有氧菌需要二氧(O2)才能生长;厌氧菌则不需要。然而,几乎所有微生物--需氧菌、厌氧菌和兼性生物--都表达底物包括氧气的酶,即使只是为了解毒。这给仅从基因组数据评估哪些生物是需氧生物带来了挑战。注意到氧气利用对微生物有广泛的影响,就能克服这一挑战:例如,好氧生物通常有较大的基因组,编码独特的氧气利用酶。这些影响使得我们可以从注释的基因组序列中高质量地预测氧气利用率,一些模型在三元分类任务中显示出≈80%的准确率,而盲目猜测的准确率只有33%。由于基因组注释是计算密集型工作,而且依赖于许多假设,因此我们想知道无注释方法是否也能取得很好的效果。我们发现,完全基于基因组序列内容(如氨基酸三聚体)的简单高效模型与基于注释的密集型分类器性能相当,从而实现了基因组的快速处理。我们进一步表明,氨基酸三聚体非常有用,因为它们编码了有关蛋白质组成和系统发育的信息。为了展示快速预测的实用性,我们估算了地球微生物组计划中编目的各种自然环境中好氧菌和厌氧菌的流行率。我们重点研究了黑海的氧气梯度,发现了当地化学(氧气:硫化物浓度比)与微生物群落组成之间的定量对应关系。因此,我们建议,像我们这样的统计方法可用于利用 DNA 测序数据估计或 "感知 "化学环境的关键特征。这些数据记录了令人困惑的微生物多样性,其中许多微生物只有通过基因组才为人所知。生理学--生物体与环境进行新陈代谢的能力--可能比分类学更有助于我们了解微生物群落。作为这一更广泛原则的一个例子,我们开发了一种算法,可以直接从基因组序列准确预测微生物的二氧利用率,而无需对基因进行注释,例如只考虑蛋白质序列中的氨基酸。无注释算法能够快速描述自然样本的特征,在来自黑海的数据集中突出显示了序列与当地氧气水平之间的定量对应关系。
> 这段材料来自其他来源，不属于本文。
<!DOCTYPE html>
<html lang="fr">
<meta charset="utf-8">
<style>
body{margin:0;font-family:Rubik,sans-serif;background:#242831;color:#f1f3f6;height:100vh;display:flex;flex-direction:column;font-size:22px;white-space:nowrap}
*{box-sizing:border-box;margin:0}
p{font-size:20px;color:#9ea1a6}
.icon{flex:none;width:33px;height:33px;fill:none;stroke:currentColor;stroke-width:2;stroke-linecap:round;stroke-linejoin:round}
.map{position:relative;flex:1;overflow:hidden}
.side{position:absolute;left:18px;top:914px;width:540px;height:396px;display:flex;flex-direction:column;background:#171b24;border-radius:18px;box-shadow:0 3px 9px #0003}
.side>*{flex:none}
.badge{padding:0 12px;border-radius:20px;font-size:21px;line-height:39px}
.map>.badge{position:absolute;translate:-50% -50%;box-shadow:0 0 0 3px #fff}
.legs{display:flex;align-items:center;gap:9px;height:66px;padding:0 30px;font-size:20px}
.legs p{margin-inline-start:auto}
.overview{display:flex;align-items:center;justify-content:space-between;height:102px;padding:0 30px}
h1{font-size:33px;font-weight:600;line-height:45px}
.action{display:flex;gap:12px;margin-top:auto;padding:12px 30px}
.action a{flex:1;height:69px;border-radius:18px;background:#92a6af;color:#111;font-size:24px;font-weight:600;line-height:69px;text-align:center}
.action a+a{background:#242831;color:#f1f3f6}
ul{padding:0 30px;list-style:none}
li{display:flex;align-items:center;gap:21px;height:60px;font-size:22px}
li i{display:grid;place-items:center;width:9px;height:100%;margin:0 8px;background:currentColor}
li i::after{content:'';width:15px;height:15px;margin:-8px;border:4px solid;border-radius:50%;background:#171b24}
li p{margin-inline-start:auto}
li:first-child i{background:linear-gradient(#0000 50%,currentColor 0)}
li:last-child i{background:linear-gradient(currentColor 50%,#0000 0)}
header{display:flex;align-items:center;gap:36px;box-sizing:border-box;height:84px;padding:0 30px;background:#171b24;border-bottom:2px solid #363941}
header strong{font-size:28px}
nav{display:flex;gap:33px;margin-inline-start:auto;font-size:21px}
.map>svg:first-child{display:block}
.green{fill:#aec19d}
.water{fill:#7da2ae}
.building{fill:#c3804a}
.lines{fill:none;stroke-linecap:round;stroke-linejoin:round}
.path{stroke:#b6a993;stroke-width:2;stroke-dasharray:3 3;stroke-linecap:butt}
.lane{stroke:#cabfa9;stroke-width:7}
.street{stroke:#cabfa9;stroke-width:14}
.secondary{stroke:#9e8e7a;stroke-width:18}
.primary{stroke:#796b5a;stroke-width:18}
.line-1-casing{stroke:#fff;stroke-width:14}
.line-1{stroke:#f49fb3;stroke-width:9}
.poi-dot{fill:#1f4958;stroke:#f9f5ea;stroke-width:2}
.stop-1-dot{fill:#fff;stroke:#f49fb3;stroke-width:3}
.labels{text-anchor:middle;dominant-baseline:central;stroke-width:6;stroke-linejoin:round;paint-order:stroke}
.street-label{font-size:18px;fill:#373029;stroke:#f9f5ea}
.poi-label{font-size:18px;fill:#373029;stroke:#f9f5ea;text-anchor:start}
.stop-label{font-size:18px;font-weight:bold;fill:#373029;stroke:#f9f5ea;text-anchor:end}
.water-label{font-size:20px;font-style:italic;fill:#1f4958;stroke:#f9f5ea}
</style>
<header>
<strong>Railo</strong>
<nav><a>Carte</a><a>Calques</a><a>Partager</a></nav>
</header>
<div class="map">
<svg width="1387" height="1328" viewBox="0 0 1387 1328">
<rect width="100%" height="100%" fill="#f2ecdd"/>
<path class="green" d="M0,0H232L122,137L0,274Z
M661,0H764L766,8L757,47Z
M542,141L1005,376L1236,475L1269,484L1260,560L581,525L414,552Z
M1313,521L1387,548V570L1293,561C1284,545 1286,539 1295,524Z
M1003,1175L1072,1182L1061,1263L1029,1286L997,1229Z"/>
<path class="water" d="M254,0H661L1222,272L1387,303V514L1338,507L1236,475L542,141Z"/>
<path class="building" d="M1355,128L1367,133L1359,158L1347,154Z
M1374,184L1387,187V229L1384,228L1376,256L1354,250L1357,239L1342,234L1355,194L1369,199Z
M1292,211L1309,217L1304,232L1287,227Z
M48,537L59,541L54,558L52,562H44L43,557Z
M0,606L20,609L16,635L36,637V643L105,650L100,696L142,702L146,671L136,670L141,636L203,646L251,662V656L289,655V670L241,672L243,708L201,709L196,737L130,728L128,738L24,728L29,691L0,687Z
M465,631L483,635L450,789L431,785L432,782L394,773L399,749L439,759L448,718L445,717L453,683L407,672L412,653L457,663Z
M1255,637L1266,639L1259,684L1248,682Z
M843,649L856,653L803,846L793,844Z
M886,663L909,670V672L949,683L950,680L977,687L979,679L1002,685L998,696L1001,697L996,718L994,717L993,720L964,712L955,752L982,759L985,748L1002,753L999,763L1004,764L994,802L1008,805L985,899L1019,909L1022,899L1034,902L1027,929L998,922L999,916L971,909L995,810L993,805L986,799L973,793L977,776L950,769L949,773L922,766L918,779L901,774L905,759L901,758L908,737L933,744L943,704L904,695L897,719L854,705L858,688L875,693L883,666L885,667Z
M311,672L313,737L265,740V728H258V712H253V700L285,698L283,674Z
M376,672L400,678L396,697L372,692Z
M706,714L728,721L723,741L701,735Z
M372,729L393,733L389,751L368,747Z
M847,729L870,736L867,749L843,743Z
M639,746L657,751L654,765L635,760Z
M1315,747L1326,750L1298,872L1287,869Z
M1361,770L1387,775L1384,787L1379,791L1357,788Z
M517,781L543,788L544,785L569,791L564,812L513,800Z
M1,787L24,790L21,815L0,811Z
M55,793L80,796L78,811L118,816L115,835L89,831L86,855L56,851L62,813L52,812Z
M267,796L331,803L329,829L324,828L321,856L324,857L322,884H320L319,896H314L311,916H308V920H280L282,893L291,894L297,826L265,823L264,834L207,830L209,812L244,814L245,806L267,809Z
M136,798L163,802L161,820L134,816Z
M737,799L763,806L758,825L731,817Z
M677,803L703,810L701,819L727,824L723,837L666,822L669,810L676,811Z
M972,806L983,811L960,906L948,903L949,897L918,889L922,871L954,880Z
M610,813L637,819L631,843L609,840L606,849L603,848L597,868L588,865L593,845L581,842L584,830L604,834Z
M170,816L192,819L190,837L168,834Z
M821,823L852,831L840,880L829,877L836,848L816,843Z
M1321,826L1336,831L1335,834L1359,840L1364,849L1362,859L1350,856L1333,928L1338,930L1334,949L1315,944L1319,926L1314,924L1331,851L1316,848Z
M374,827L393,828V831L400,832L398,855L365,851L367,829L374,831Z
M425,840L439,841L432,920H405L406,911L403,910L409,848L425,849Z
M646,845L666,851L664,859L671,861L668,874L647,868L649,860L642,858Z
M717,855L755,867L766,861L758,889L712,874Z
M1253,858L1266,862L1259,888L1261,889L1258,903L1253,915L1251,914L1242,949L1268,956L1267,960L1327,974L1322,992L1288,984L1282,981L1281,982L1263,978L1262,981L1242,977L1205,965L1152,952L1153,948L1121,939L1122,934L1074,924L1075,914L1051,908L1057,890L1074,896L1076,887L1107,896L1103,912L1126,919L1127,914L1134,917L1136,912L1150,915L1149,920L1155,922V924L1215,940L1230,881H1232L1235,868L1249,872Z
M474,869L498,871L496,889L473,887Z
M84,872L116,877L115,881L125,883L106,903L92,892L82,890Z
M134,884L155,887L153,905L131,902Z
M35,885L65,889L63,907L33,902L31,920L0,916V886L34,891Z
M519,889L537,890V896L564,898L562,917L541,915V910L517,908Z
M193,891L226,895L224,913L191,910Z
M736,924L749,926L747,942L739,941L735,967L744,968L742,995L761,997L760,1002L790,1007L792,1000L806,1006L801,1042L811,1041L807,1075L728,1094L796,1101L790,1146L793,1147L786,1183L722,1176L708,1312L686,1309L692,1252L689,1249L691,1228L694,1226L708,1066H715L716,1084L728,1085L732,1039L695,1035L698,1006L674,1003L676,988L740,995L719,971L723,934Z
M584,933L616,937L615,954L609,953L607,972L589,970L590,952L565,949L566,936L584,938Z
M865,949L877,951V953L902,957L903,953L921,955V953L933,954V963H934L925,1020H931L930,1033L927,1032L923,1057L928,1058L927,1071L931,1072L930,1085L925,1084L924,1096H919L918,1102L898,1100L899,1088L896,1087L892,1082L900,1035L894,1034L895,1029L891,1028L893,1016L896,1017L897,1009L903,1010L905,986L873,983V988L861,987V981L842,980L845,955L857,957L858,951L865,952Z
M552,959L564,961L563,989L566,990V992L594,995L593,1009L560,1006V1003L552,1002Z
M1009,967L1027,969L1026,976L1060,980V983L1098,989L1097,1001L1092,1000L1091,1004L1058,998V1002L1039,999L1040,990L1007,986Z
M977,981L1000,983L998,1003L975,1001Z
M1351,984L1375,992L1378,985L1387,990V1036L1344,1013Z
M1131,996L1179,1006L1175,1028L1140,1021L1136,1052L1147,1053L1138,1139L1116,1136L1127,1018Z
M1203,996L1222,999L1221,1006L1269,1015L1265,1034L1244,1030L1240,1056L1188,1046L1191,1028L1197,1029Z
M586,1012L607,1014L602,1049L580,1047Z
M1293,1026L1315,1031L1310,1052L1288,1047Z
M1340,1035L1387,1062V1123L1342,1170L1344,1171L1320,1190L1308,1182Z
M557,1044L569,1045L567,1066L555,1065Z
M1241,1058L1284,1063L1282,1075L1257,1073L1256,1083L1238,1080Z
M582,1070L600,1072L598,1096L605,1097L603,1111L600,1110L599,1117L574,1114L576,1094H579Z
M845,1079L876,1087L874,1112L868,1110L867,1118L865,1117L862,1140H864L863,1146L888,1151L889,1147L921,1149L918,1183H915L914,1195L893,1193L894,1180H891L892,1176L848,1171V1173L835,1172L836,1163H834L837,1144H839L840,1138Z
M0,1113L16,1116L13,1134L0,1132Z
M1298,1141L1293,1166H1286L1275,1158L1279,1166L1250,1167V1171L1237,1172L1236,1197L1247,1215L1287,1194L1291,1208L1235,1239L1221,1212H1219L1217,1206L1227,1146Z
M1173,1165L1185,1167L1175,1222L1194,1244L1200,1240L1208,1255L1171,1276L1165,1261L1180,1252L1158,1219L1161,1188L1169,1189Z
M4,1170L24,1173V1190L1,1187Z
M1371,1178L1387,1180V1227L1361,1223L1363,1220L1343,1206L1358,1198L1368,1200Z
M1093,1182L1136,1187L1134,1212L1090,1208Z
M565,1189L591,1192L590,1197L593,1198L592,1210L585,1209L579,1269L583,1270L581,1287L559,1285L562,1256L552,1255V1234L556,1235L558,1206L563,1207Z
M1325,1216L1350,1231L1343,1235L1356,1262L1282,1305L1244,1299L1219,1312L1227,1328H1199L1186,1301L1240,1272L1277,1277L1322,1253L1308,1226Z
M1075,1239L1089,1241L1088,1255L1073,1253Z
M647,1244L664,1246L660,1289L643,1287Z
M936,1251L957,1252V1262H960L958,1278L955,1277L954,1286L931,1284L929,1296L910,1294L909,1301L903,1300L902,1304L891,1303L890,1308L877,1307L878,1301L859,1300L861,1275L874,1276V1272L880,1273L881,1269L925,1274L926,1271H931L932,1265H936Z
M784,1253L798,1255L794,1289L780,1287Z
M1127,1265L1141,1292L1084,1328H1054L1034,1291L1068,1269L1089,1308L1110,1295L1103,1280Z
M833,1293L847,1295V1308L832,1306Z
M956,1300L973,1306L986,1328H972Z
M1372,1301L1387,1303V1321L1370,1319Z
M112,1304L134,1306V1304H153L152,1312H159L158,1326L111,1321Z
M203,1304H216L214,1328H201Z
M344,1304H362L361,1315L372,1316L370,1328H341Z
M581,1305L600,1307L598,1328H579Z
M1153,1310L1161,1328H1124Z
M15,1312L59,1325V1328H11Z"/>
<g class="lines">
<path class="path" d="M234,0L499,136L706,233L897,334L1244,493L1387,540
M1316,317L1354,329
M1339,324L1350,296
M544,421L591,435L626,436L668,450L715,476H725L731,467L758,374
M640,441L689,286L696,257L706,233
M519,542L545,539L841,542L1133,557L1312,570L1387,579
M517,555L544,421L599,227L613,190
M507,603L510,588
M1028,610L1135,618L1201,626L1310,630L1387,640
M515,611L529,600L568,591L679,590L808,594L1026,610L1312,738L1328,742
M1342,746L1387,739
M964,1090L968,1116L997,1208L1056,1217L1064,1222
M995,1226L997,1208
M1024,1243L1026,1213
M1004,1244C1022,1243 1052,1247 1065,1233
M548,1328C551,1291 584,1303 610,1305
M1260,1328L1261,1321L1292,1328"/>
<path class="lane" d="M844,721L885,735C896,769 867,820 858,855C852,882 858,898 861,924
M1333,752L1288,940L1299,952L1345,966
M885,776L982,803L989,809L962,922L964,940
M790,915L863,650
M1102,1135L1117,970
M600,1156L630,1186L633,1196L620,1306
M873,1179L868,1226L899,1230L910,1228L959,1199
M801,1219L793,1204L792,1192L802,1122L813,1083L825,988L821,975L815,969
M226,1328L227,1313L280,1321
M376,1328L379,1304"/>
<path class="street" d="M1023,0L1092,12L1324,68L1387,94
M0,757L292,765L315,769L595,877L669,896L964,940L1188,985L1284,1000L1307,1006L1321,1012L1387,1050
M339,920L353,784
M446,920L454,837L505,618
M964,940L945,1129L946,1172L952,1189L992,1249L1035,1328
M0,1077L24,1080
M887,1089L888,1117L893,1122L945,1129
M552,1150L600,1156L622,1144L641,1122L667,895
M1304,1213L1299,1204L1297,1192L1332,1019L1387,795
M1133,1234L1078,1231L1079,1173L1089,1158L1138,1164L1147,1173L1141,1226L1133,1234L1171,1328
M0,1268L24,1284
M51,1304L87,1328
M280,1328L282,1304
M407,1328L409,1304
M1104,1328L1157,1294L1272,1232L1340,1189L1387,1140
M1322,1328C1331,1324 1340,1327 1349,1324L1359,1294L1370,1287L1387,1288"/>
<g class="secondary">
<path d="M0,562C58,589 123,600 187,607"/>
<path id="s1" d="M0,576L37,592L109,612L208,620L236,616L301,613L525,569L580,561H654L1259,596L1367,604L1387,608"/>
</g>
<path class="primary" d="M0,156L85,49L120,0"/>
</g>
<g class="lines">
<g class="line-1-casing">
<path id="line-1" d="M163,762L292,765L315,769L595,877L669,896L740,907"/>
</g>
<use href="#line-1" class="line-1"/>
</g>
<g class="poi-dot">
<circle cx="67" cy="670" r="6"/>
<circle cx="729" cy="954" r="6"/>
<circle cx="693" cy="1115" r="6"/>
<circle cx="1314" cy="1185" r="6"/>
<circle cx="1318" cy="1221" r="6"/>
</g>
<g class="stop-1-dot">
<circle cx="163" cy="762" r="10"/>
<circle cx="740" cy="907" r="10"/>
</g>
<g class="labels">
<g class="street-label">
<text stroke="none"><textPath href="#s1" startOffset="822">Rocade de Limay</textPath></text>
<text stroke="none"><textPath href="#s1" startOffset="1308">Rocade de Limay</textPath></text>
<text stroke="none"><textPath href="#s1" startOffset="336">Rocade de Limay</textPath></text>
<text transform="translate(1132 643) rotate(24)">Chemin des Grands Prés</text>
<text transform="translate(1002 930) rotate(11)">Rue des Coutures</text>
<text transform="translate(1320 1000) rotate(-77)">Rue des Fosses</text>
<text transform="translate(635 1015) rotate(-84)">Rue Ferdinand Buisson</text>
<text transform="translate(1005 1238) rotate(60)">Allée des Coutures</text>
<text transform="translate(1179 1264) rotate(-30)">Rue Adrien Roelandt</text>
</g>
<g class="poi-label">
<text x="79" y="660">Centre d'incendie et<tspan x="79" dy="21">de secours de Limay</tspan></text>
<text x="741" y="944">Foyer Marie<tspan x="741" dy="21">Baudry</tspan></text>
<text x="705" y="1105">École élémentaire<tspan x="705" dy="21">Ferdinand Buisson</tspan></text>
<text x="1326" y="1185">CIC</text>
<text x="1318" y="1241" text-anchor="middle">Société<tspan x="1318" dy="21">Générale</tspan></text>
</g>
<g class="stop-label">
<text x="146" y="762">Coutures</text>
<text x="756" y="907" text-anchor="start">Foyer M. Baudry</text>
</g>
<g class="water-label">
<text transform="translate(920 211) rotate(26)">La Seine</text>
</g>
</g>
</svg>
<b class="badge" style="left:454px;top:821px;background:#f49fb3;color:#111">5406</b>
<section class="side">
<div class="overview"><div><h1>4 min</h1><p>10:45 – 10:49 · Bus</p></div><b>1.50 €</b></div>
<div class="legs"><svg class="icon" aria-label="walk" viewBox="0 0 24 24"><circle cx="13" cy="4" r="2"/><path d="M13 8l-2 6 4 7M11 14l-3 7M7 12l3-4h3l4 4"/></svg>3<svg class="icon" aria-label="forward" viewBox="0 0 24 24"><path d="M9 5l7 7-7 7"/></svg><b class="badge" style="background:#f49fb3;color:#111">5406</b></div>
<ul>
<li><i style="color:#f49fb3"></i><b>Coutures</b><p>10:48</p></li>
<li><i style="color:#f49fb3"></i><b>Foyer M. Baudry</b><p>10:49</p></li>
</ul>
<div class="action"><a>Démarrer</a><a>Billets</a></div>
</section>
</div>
这个例子表明,DNA 测序可以重新用作多管齐下的化学传感器,估算氧气浓度和复杂自然环境的其他关键方面。
本文章由计算机程序翻译,如有差异,请以英文原文为准。
查看原文
分享 分享
微信好友 朋友圈 QQ好友 复制链接
本刊更多论文
Annotation-free prediction of microbial dioxygen utilization.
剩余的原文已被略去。